A lot of times I hear a lot of confused new investors talking about Subject to. So what does it really mean? I explain it to the sellers this way:

“I will take over your mortgage payments until I sell the house.”

sub2 means that you are taking(buying) the property subject to existing mortgage in this case. If seller has two mortgages you can take the property subject to both mortgages. If there are any other leans on the property you can take the property subject to those leans too. In essence you are acknowledging that there are liens/deeds to secure debt on the property when the title gets transferred to you.

How to execute a subject to deal:

Step 1. Agree on terms with the seller and sign the contract. (best to get one prepared by the closing attorney you will use to close the deal. And you will always do the closing with the attorney.)

Step 2. Get the seller to sign “authorization to release information” for each loan so you yourself can call the mortgage holder and verify the loan balance, terms, rate, etc. Payoff NEVER equals the principal loan amount.

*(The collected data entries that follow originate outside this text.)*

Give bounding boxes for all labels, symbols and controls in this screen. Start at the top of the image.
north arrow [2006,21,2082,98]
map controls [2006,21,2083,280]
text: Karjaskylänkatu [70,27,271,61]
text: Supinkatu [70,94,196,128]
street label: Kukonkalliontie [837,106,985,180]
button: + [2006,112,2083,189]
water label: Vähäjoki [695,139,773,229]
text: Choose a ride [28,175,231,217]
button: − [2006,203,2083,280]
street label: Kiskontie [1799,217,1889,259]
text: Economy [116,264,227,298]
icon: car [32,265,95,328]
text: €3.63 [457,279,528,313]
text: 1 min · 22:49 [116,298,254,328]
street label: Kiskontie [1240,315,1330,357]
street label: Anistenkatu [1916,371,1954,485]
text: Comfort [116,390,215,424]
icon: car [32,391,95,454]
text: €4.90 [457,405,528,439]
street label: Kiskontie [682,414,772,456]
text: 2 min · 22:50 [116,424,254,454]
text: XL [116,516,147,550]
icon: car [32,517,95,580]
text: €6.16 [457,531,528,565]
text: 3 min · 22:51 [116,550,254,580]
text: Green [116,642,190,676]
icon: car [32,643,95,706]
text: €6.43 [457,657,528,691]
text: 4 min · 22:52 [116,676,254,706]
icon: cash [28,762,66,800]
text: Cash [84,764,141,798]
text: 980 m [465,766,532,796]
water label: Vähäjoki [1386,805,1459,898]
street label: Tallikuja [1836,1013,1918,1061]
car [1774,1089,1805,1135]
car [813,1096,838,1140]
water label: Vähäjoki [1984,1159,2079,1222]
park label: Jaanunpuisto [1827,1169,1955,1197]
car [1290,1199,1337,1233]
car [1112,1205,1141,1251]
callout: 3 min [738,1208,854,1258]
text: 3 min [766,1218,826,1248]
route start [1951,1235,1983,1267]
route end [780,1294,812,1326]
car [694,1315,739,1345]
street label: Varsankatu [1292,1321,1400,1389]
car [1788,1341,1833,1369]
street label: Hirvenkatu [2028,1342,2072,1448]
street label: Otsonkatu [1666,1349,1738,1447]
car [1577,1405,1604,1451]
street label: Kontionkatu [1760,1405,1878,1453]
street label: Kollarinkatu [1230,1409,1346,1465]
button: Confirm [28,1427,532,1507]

Step 3. Order a title search. You want to know if there is a tax (or any other) lien on the property besides the mortgage(s) before you sign on the dotted line, because you would be taking those subject to too.

Step 4. After everything checks out as it should, close at the attorney’s office or at escrow agent, whatever laws in your state are. At closing, title (warranty deed or grant deed) gets transferred to you, so now you own the property.

Step 5. Pay the monthly mortgage payments. If you don’t the bank will foreclose and take the property from you. Since you bought the property subject to, the liens are still in place, no matter who is on the title.

And last but not least, do not confuse subject to with assuming the loan. You are not assuming the debt, you are agreeing to pay the payments on the debt. In other words you are not signing for debt personaly; the loans will still show on the sellers credit report.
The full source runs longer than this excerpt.